DATA FOR PROCESSING
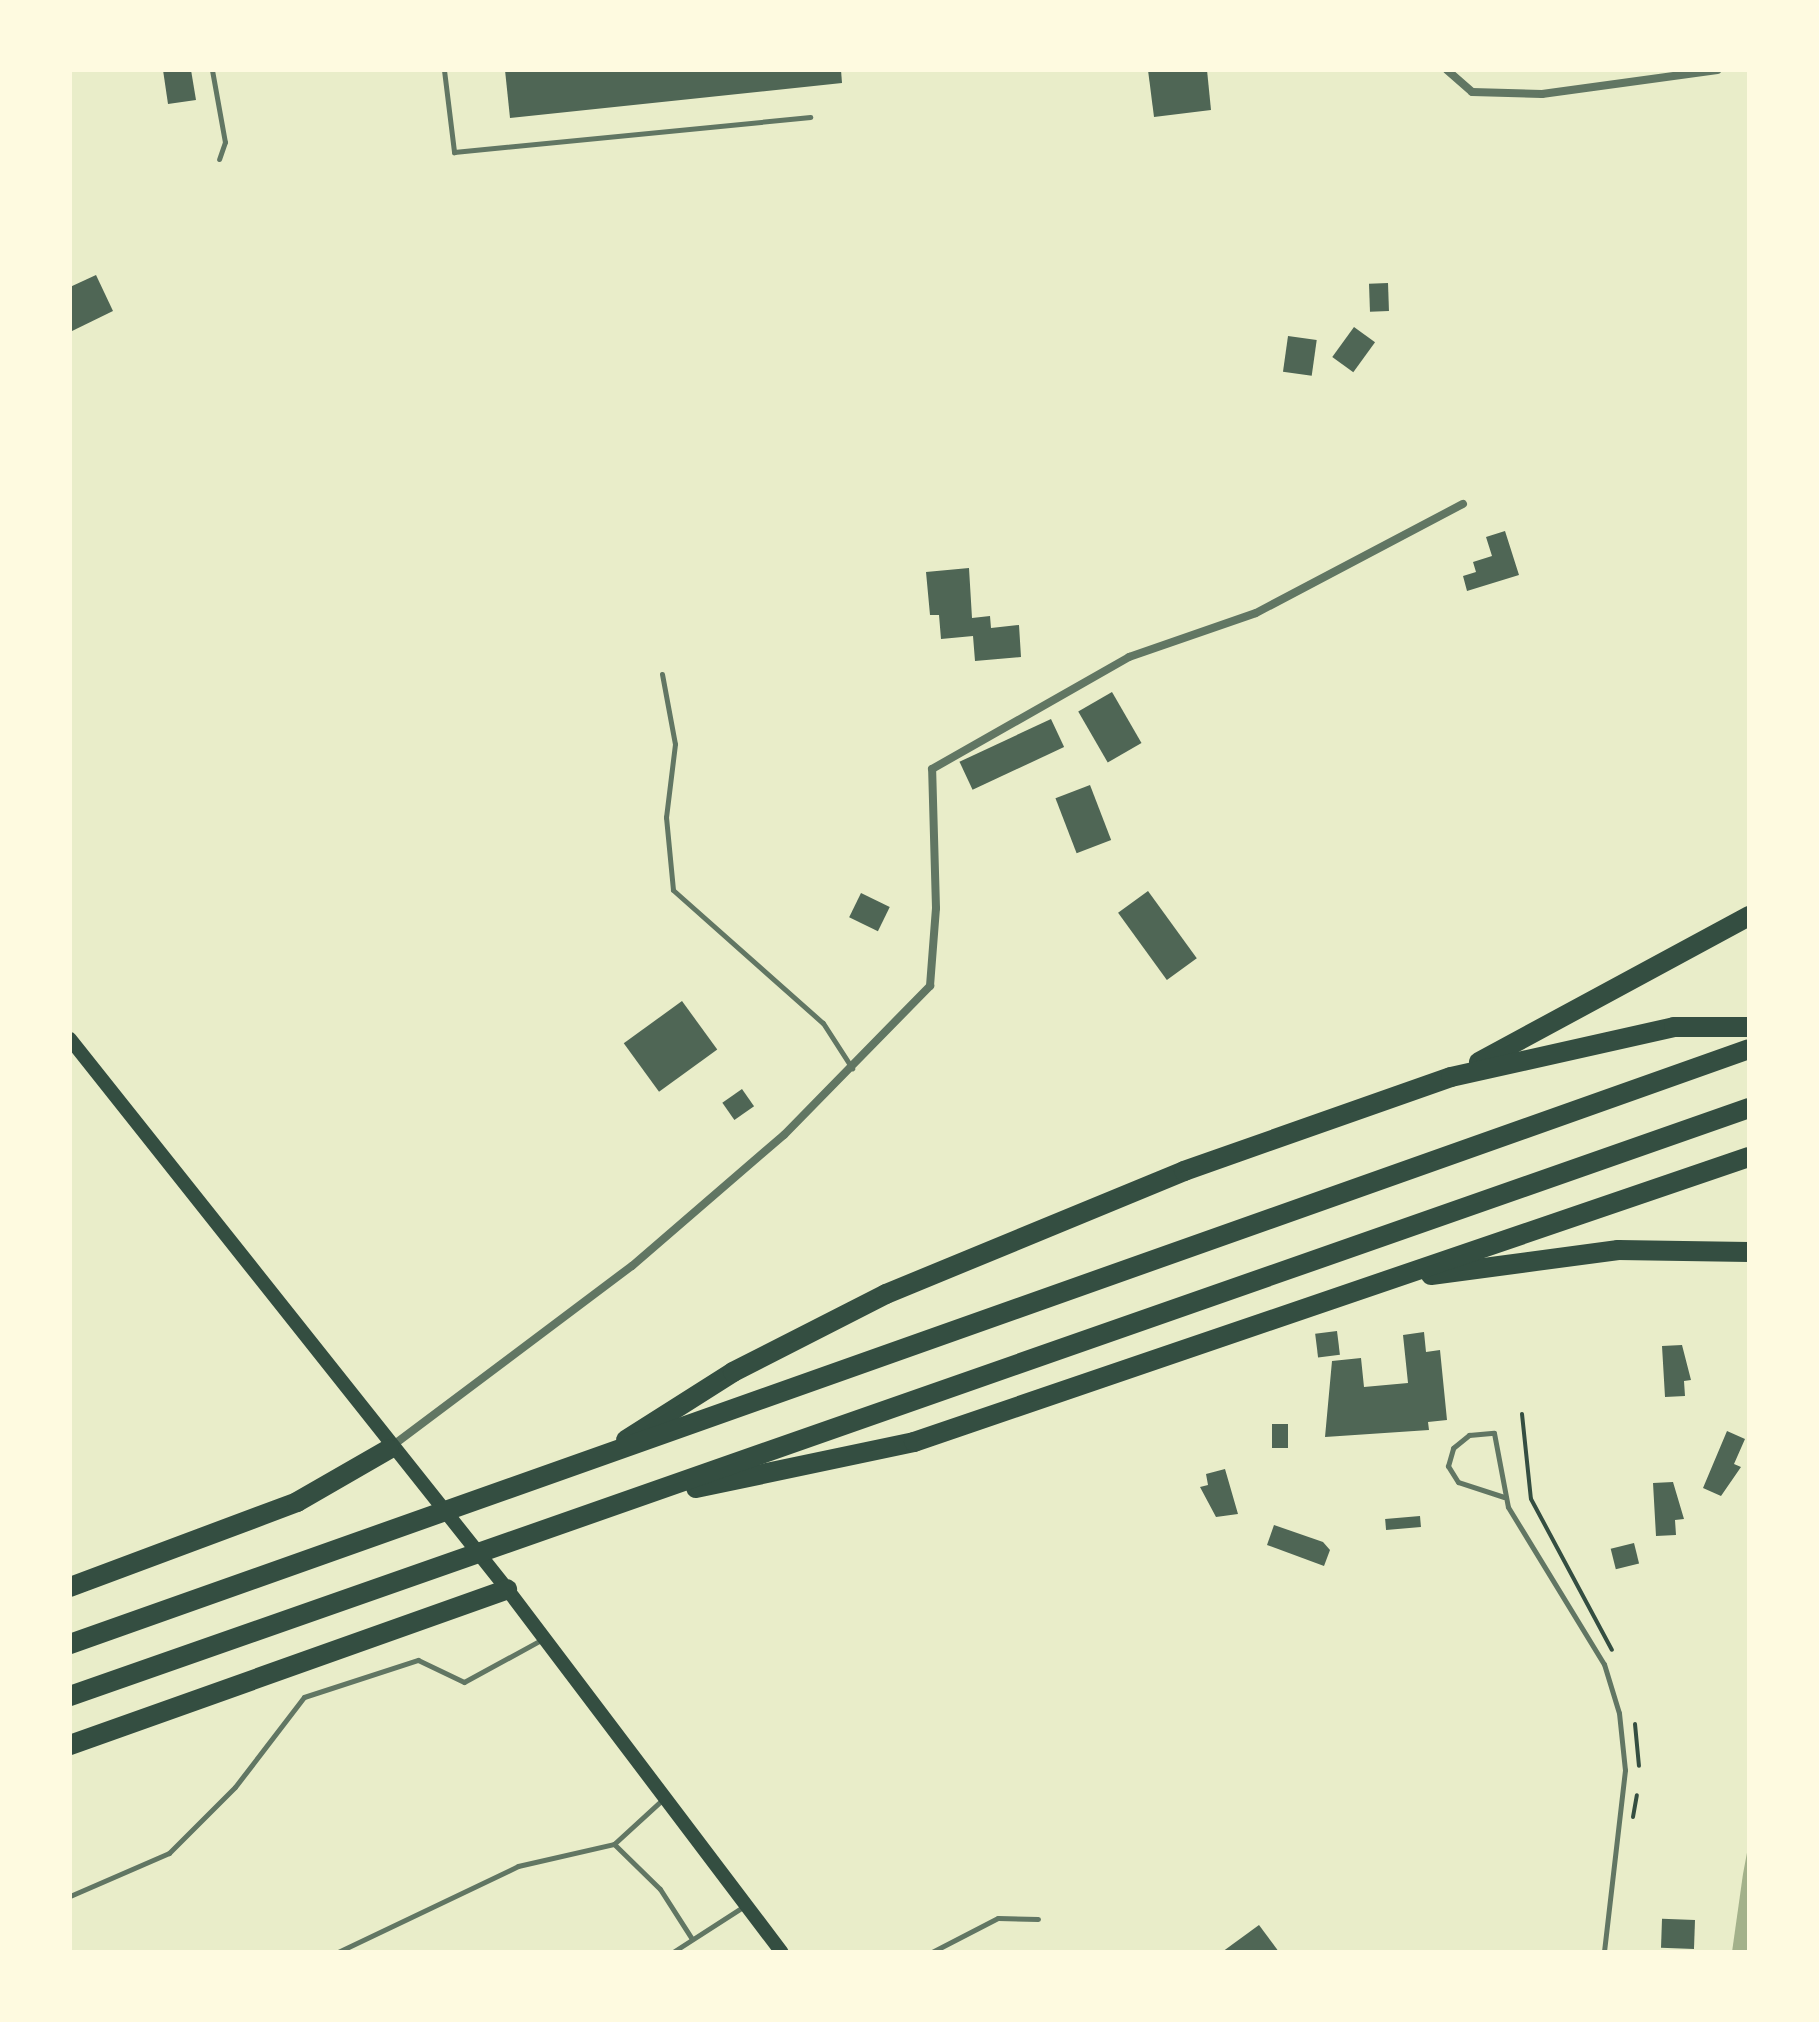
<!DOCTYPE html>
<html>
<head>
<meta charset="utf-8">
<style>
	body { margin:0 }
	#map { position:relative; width:1819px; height:2022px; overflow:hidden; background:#e9edc9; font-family:"Sofia Sans Condensed",sans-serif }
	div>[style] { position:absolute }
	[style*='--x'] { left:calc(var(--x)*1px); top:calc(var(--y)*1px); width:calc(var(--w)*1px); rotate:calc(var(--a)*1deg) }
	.water>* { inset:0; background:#a3b18a }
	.building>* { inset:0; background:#4f6655; transform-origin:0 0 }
	.path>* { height:4px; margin:-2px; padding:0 2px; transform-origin:2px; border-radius:2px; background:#344e41 }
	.service>* { height:5px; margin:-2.5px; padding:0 2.5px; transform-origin:2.5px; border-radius:2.5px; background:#617663 }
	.minor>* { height:8px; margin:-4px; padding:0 4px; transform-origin:4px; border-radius:4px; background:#617663 }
	.secondary>* { height:14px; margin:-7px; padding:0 7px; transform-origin:7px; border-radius:7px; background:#344e41 }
	.motorway>* { height:20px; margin:-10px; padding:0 10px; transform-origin:10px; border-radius:10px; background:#344e41 }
	span { translate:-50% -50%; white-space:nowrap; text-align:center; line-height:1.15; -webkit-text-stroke:7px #fefae0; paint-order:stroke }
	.frame { position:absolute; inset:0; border:72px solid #fefae0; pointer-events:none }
</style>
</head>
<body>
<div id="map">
	<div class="water">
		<div style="clip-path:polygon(1749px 1842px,1749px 1952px,1732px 1952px,1743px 1874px)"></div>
	</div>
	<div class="building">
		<div style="clip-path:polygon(163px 70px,191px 70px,196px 100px,168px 104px)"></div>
		<div style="clip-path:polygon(505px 70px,841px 70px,842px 83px,510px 118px)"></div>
		<div style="clip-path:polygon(1148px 70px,1207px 70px,1211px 110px,1154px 117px)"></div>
		<div style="clip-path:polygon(96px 275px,113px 311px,70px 332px,70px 287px)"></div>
		<div style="left:1388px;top:283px;width:28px;height:19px;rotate:88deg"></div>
		<div style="left:1354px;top:327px;width:26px;height:37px;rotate:36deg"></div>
		<div style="left:1288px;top:336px;width:29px;height:36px;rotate:8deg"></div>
		<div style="clip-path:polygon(1505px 531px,1519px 575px,1467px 591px,1463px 576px,1476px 572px,1473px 562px,1492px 556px,1486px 537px)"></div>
		<div style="clip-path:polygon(969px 568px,972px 618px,990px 616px,991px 628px,1019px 625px,1021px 657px,975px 661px,973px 636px,941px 639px,939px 615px,930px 615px,926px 572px)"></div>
		<div style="left:1112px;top:692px;width:59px;height:39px;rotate:60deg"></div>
		<div style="left:1051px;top:719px;width:31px;height:101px;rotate:65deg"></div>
		<div style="left:1090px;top:785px;width:59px;height:37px;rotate:69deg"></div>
		<div style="left:1148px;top:891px;width:83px;height:37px;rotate:54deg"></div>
		<div style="left:861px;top:893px;width:32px;height:27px;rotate:26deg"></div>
		<div style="left:682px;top:1001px;width:60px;height:72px;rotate:54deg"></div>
		<div style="left:742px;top:1089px;width:21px;height:24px;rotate:55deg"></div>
		<div style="left:1337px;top:1331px;width:24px;height:22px;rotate:83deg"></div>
		<div style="clip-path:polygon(1424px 1332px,1426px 1352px,1440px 1350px,1447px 1420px,1428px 1422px,1429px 1430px,1325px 1437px,1332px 1361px,1361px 1358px,1364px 1387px,1408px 1383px,1403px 1335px)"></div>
		<div style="clip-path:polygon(1682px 1345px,1691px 1380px,1684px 1381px,1685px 1396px,1665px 1397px,1662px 1346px)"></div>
		<div style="left:1272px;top:1424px;width:16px;height:24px"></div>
		<div style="clip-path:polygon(1727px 1431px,1745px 1439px,1734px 1464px,1741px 1467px,1721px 1496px,1703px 1488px)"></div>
		<div style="clip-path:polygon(1225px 1469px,1238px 1514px,1216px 1517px,1200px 1487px,1208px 1485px,1206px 1474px)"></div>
		<div style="clip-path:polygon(1673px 1482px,1684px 1519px,1675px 1520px,1676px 1535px,1656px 1536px,1653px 1483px)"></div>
		<div style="left:1420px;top:1516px;width:11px;height:35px;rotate:85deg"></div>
		<div style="clip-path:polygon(1274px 1525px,1323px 1542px,1330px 1550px,1324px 1566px,1267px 1545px)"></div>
		<div style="left:1634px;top:1543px;width:21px;height:24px;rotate:76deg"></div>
		<div style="left:1695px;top:1920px;width:29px;height:33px;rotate:92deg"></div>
		<div style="clip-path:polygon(1259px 1925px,1279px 1952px,1222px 1952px)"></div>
	</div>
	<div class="path">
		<div style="--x:1522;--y:1414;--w:85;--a:84"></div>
		<div style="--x:1531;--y:1499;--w:171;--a:61.8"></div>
		<div style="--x:1635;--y:1724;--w:42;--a:84.6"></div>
		<div style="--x:1633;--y:1817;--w:22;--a:-80"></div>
	</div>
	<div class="service">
		<div style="--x:212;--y:70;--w:73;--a:79.8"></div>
		<div style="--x:225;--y:142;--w:18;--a:109"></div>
		<div style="--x:444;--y:70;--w:83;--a:83"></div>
		<div style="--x:454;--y:152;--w:358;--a:-5.6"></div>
		<div style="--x:662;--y:674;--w:71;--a:79.5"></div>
		<div style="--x:675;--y:744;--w:74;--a:97"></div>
		<div style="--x:666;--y:817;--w:73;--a:84.5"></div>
		<div style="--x:673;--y:890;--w:200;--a:41.6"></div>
		<div style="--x:823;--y:1023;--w:54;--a:57.2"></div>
		<div style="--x:1504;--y:1497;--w:48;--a:-161.9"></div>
		<div style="--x:1458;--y:1482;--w:19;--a:-122"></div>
		<div style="--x:1448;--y:1466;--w:19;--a:-74"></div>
		<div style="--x:1453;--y:1448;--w:21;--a:-39"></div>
		<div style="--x:1469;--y:1435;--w:25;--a:-5"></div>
		<div style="--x:1494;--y:1433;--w:75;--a:79.3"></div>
		<div style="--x:1508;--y:1507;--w:184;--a:58.6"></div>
		<div style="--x:1604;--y:1664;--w:51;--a:73"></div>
		<div style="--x:1619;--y:1713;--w:57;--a:84"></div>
		<div style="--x:1625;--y:1770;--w:183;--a:96.6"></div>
		<div style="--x:614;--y:1844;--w:64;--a:44.4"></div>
		<div style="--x:660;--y:1889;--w:59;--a:57.4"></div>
		<div style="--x:70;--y:1896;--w:108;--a:-23.5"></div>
		<div style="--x:169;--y:1853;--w:93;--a:-45"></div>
		<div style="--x:235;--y:1787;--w:113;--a:-52.5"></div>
		<div style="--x:304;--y:1697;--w:120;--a:-18"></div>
		<div style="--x:418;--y:1660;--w:51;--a:25.6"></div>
		<div style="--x:464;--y:1682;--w:90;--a:-28.6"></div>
		<div style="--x:338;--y:1952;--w:199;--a:-25.5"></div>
		<div style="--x:518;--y:1866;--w:98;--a:-12.9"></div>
		<div style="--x:614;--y:1844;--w:65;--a:-42.5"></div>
		<div style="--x:673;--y:1952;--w:87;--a:-32.8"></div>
		<div style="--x:932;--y:1952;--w:74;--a:-27.3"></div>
		<div style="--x:998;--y:1918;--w:40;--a:1.4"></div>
	</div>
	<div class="minor">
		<div style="--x:1447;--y:70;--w:33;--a:41"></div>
		<div style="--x:1472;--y:92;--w:70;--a:1.6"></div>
		<div style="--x:1542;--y:94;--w:177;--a:-7.8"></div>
		<div style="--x:392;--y:1446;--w:300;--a:-36.9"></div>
		<div style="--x:632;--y:1266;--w:201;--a:-40.8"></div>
		<div style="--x:784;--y:1135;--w:209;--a:-45.6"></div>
		<div style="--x:930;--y:986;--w:78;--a:-85.6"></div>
		<div style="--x:936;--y:908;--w:139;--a:-91.6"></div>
		<div style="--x:932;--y:769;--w:227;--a:-29.6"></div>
		<div style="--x:1129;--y:657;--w:134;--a:-19.1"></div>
		<div style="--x:1256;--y:613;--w:234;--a:-27.8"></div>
	</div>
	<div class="secondary">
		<div style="--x:70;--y:1039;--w:702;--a:51.53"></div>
		<div style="--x:507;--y:1589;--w:455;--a:52.9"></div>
	</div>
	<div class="motorway">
		<div style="--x:1479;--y:1062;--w:307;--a:-28.4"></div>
		<div style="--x:1431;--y:1275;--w:189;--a:-7.6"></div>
		<div style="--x:1618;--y:1250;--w:131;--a:0.9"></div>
		<div style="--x:626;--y:1440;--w:127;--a:-32.4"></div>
		<div style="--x:733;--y:1372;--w:172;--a:-27"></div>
		<div style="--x:886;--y:1294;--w:322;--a:-22.4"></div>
		<div style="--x:1184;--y:1171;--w:283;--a:-19.4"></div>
		<div style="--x:1451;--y:1077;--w:229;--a:-12.6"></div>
		<div style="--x:1674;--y:1027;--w:75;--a:0"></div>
		<div style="--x:696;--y:1488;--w:223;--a:-11.9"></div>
		<div style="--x:914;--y:1442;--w:882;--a:-18.85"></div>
		<div style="--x:70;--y:1587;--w:242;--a:-20.5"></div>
		<div style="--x:297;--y:1502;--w:106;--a:-29.9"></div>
		<div style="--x:70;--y:1644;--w:1781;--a:-19.51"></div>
		<div style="--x:70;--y:1696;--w:1779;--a:-19.3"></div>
		<div style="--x:70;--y:1745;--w:464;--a:-19.6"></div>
	</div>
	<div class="frame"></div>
</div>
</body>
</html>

WHAT TO PRODUCE
Beginning with the line containing "position:relative; width:1819px; height:2022px;" in the material above, copy every line exactly until you have copied the line containing "height:5px; margin:-2.5px; padding:0".

RESULT OF THE EXERCISE
	#map { position:relative; width:1819px; height:2022px; overflow:hidden; background:#e9edc9; font-family:"Sofia Sans Condensed",sans-serif }
	div>[style] { position:absolute }
	[style*='--x'] { left:calc(var(--x)*1px); top:calc(var(--y)*1px); width:calc(var(--w)*1px); rotate:calc(var(--a)*1deg) }
	.water>* { inset:0; background:#a3b18a }
	.building>* { inset:0; background:#4f6655; transform-origin:0 0 }
	.path>* { height:4px; margin:-2px; padding:0 2px; transform-origin:2px; border-radius:2px; background:#344e41 }
	.service>* { height:5px; margin:-2.5px; padding:0 2.5px; transform-origin:2.5px; border-radius:2.5px; background:#617663 }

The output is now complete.